Thiem a fini par retrouver les mêmes ressources mentales pour revenir à sa hauteur malgré un bris au début de la troisième manche. Et le bras de fer s’est singulièrement intensifié à la cinquième manche.

Brisé à 5-3, l’Autrichien a immédiatement repris le service de Zverev et une fois de plus au onzième jeu pour mener 6-5. Mais Zverev est parvenu à débriser à son tour pour arracher un jeu décisif, dans lequel l’Allemand a fini par craquer.

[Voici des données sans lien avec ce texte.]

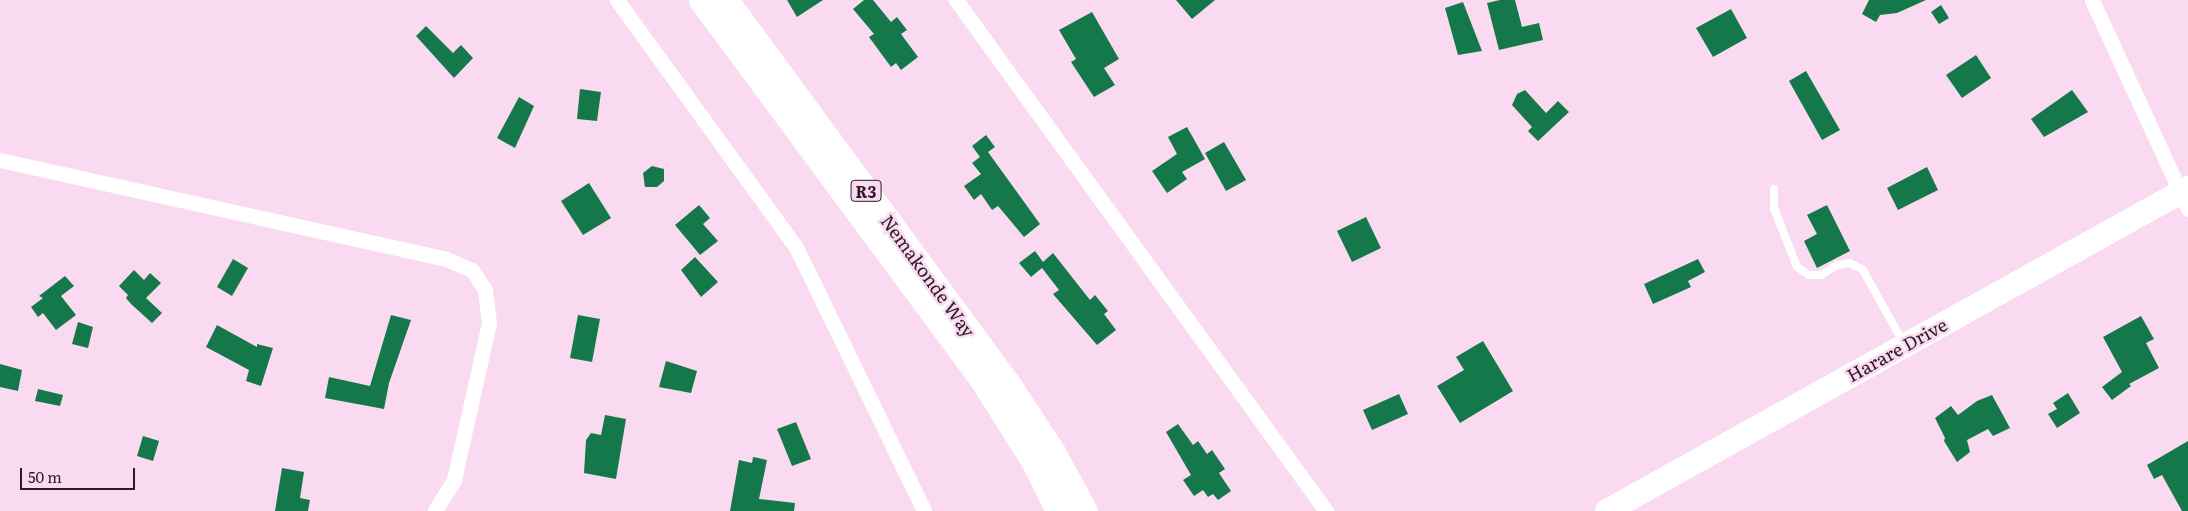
<!DOCTYPE html>
<html>
<head>
<meta charset="utf-8">
<style>
  body { margin:0 }
  #map { position:relative; width:2188px; height:511px; overflow:hidden; background:#fadaf0; font-family:Literata,serif }
  div>[style] { position:absolute }
  [style*='--x'] { left:calc(var(--x)*1px); top:calc(var(--y)*1px); width:calc(var(--w)*1px); rotate:calc(var(--a)*1deg) }
  .building>* { inset:0; background:#14784b }
  .service>* { height:8px; margin:-4px; padding:0 4px; transform-origin:4px; border-radius:4px; background:#fff }
  .minor>* { height:15px; margin:-7.5px; padding:0 7.5px; transform-origin:7.5px; border-radius:7.5px; background:#fff }
  .primary>* { height:24px; margin:-12px; padding:0 12px; transform-origin:12px; border-radius:12px; background:#fff }
  .trunk>* { height:25px; margin:-12.5px; padding:0 12.5px; transform-origin:12.5px; border-radius:12.5px; background:#fff }
  span { translate:-50% -50%; white-space:nowrap; text-align:center; line-height:1.15; -webkit-text-stroke:5px #fadaf0; paint-order:stroke }
  .shield-label span { padding:1px 4px; background:#fadaf0; border:1px solid; border-radius:4px; -webkit-text-stroke-width:0 }
  .shield-label { font-size:16px; color:#2a1b25; font-weight:700 }
  .street-label { font-size:18px; color:#2a1b25 }
  .scale { position:absolute; left:20px; top:468px; width:115px; height:22px; box-sizing:border-box; border:2px solid #2a1b25; border-top:0; padding-left:6px; font-size:15px; line-height:18px; white-space:nowrap; color:#2a1b25; -webkit-text-stroke:4px #fadaf0; paint-order:stroke }
</style>
</head>
<body>
<div id="map">
  <div class="building">
    <i style="clip-path:polygon(787px 0,823px 0,797px 17px)"></i>
    <i style="clip-path:polygon(864px 0,873px 0,891px 22px,897px 17px,907px 30px,901px 34px,918px 57px,901px 70px,896px 63px,891px 67px,869px 37px,874px 34px,853px 9px)"></i>
    <i style="clip-path:polygon(1176px 0,1215px 0,1192px 19px)"></i>
    <i style="clip-path:polygon(1500px 0,1515px 0,1522px 27px,1539px 23px,1543px 40px,1499px 50px,1487px 3px)"></i>
    <i style="clip-path:polygon(1869px 0,1926px 0,1897px 13px,1880px 15px,1876px 22px,1862px 14px)"></i>
    <i style="clip-path:polygon(1463px 2px,1482px 51px,1458px 55px,1445px 8px)"></i>
    <i style="clip-path:polygon(1941px 5px,1949px 18px,1939px 24px,1931px 12px)"></i>
    <i style="clip-path:polygon(1731px 9px,1747px 38px,1713px 57px,1696px 28px)"></i>
    <i style="clip-path:polygon(1092px 12px,1119px 59px,1104px 68px,1115px 85px,1094px 97px,1071px 62px,1076px 59px,1059px 30px)"></i>
    <i style="clip-path:polygon(426px 26px,453px 53px,461px 45px,473px 58px,454px 78px,416px 36px)"></i>
    <i style="clip-path:polygon(1976px 55px,1991px 78px,1962px 98px,1946px 75px)"></i>
    <i style="clip-path:polygon(1806px 71px,1840px 130px,1822px 140px,1789px 81px)"></i>
    <i style="clip-path:polygon(580px 89px,601px 92px,597px 121px,577px 119px)"></i>
    <i style="clip-path:polygon(1525px 90px,1546px 113px,1558px 101px,1569px 112px,1538px 141px,1528px 131px,1532px 127px,1512px 105px,1517px 94px)"></i>
    <i style="clip-path:polygon(2072px 90px,2088px 112px,2044px 137px,2031px 119px)"></i>
    <i style="clip-path:polygon(519px 97px,534px 106px,515px 148px,497px 138px)"></i>
    <i style="clip-path:polygon(1187px 127px,1205px 159px,1182px 172px,1187px 179px,1167px 193px,1152px 171px,1177px 154px,1168px 137px)"></i>
    <i style="clip-path:polygon(986px 135px,995px 147px,988px 152px,1040px 224px,1024px 237px,998px 206px,992px 210px,981px 194px,974px 200px,964px 186px,981px 174px,972px 163px,980px 157px,972px 146px)"></i>
    <i style="clip-path:polygon(1224px 142px,1246px 180px,1226px 191px,1205px 153px)"></i>
    <i style="clip-path:polygon(652px 166px,664px 169px,664px 181px,657px 187px,645px 187px,643px 173px)"></i>
    <i style="clip-path:polygon(1927px 167px,1938px 190px,1898px 210px,1887px 188px)"></i>
    <i style="clip-path:polygon(589px 183px,611px 218px,583px 235px,561px 201px)"></i>
    <i style="clip-path:polygon(699px 205px,710px 218px,703px 224px,718px 241px,700px 255px,675px 225px)"></i>
    <i style="clip-path:polygon(1827px 205px,1850px 251px,1817px 268px,1804px 241px,1817px 234px,1807px 215px)"></i>
    <i style="clip-path:polygon(1366px 217px,1381px 248px,1352px 262px,1337px 231px)"></i>
    <i style="clip-path:polygon(1035px 251px,1043px 262px,1053px 253px,1090px 300px,1095px 295px,1108px 311px,1104px 314px,1116px 330px,1097px 345px,1053px 294px,1059px 290px,1042px 268px,1031px 277px,1019px 263px)"></i>
    <i style="clip-path:polygon(695px 257px,718px 282px,701px 297px,681px 270px)"></i>
    <i style="clip-path:polygon(233px 259px,248px 268px,232px 296px,217px 287px)"></i>
    <i style="clip-path:polygon(1698px 259px,1705px 272px,1688px 281px,1691px 287px,1653px 304px,1644px 284px)"></i>
    <i style="clip-path:polygon(134px 270px,144px 280px,150px 273px,161px 283px,146px 298px,162px 313px,152px 323px,131px 304px,126px 298px,128px 295px,119px 286px)"></i>
    <i style="clip-path:polygon(65px 276px,74px 286px,61px 296px,76px 315px,56px 330px,43px 313px,38px 317px,31px 307px,43px 298px,39px 296px)"></i>
    <i style="clip-path:polygon(391px 315px,411px 320px,389px 383px,384px 409px,325px 398px,329px 377px,370px 386px)"></i>
    <i style="clip-path:polygon(578px 315px,600px 319px,592px 362px,570px 358px)"></i>
    <i style="clip-path:polygon(2141px 316px,2154px 339px,2146px 343px,2159px 368px,2129px 384px,2131px 386px,2112px 400px,2102px 387px,2122px 372px,2103px 337px)"></i>
    <i style="clip-path:polygon(78px 322px,93px 327px,88px 348px,72px 344px)"></i>
    <i style="clip-path:polygon(217px 325px,257px 347px,257px 344px,273px 348px,261px 386px,246px 381px,249px 370px,206px 347px)"></i>
    <i style="clip-path:polygon(1483px 341px,1513px 391px,1460px 423px,1437px 386px,1464px 370px,1456px 357px)"></i>
    <i style="clip-path:polygon(666px 361px,697px 371px,691px 393px,659px 387px)"></i>
    <i style="clip-path:polygon(0 364px,22px 370px,18px 391px,0 387px)"></i>
    <i style="clip-path:polygon(38px 389px,63px 395px,60px 406px,35px 401px)"></i>
    <i style="clip-path:polygon(2068px 393px,2080px 413px,2057px 428px,2048px 414px,2057px 409px,2053px 403px)"></i>
    <i style="clip-path:polygon(1399px 394px,1408px 414px,1372px 430px,1363px 410px)"></i>
    <i style="clip-path:polygon(1992px 395px,2010px 428px,1993px 436px,1988px 429px,1967px 440px,1970px 452px,1957px 462px,1944px 441px,1945px 438px,1935px 418px,1951px 406px,1958px 415px,1977px 401px)"></i>
    <i style="clip-path:polygon(605px 415px,626px 419px,616px 479px,584px 473px,586px 440px,591px 433px,601px 435px)"></i>
    <i style="clip-path:polygon(796px 422px,811px 459px,792px 466px,777px 429px)"></i>
    <i style="clip-path:polygon(1178px 424px,1193px 445px,1198px 441px,1207px 454px,1212px 450px,1225px 469px,1219px 473px,1231px 491px,1218px 500px,1213px 494px,1208px 497px,1203px 490px,1194px 496px,1183px 480px,1191px 475px,1166px 432px)"></i>
    <i style="clip-path:polygon(143px 436px,159px 441px,153px 461px,137px 456px)"></i>
    <i style="clip-path:polygon(2188px 441px,2188px 511px,2182px 511px,2162px 475px,2154px 479px,2147px 465px)"></i>
    <i style="clip-path:polygon(753px 457px,767px 460px,759px 499px,795px 503px,794px 511px,730px 511px,739px 460px,752px 463px)"></i>
    <i style="clip-path:polygon(282px 468px,304px 472px,300px 498px,310px 500px,308px 511px,275px 511px)"></i>
  </div>
  <div class="service">
    <i style="--x:1774;--y:189;--w:19;--a:90"></i>
    <i style="--x:1774;--y:208;--w:63;--a:68.7"></i>
    <i style="--x:1797;--y:267;--w:14;--a:34"></i>
    <i style="--x:1809;--y:275;--w:12;--a:0"></i>
    <i style="--x:1821;--y:275;--w:19;--a:-32"></i>
    <i style="--x:1837;--y:265;--w:13;--a:-9"></i>
    <i style="--x:1850;--y:263;--w:15;--a:28"></i>
    <i style="--x:1863;--y:270;--w:85;--a:61"></i>
  </div>
  <div class="minor">
    <i style="--x:617;--y:0;--w:305;--a:54.1"></i>
    <i style="--x:796;--y:247;--w:293;--a:64.1"></i>
    <i style="--x:956;--y:0;--w:631;--a:54.09"></i>
    <i style="--x:2092;--y:0;--w:230;--a:65.3"></i>
    <i style="--x:0;--y:160;--w:457;--a:12.5"></i>
    <i style="--x:446;--y:259;--w:28;--a:23"></i>
    <i style="--x:472;--y:270;--w:24;--a:57"></i>
    <i style="--x:485;--y:290;--w:33;--a:83"></i>
    <i style="--x:489;--y:323;--w:161;--a:102.6"></i>
    <i style="--x:454;--y:480;--w:36;--a:122"></i>
  </div>
  <div class="primary">
    <i style="--x:1607;--y:511;--w:665;--a:-29.07"></i>
  </div>
  <div class="trunk">
    <i style="--x:701;--y:0;--w:470;--a:53.5"></i>
    <i style="--x:981;--y:378;--w:102;--a:57.9"></i>
    <i style="--x:1035;--y:464;--w:52;--a:63.9"></i>
    <i style="--x:726;--y:0;--w:474;--a:53.7"></i>
    <i style="--x:1007;--y:382;--w:84;--a:56.7"></i>
    <i style="--x:1053;--y:452;--w:67;--a:61.5"></i>
  </div>
  <div class="shield-label">
    <span style="left:866px;top:191px">R3</span>
  </div>
  <div class="street-label">
    <span style="left:928px;top:276px;rotate:54deg">Nemakonde Way</span>
    <span style="left:1897px;top:350px;rotate:-29deg">Harare Drive</span>
  </div>
  <div class="scale">50 m</div>
</div>
</body>
</html>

Prostré sur sa chaise après coup, le regard dans le vide, il a dû se demander comment le match avait pu lui échapper. Mais conscient d’être à son tour tout proche du but, il l’a promis à son camp : « On est sur la bonne voie, un jour on soulèvera un trophée du Grand Chelem, c’est certain. »

 

Bouchard s’incline en finale à Istanbul

La Québécoise Eugenie Bouchard s’est inclinée 2-6, 6-1 et 7-6 devant la Roumaine Patricia Maria Tig en finale de l’Omnium d’Istanbul, dimanche. La joueuse âgée de 26 ans tentait de remporter le deuxième titre de sa carrière sur le circuit de la WTA, après celui acquis au tournoi de Nuremberg en 2014. Il s’agissait également d’une première finale pour Bouchard depuis celle disputée au tournoi de Kuala Lumpur, en 2016. Bouchard, issue des qualifications, a cependant plié l’échine devant la 88e raquette mondiale au bout de 2 heures et 29 minutes de jeu sur la terre battue. Ex-no 5 au monde après avoir atteint la finale à Wimbledon en 2014, Bouchard a depuis chuté au classement. Elle devrait se retrouver au 163e rang mondial lors de la mise à jour du classement, lundi.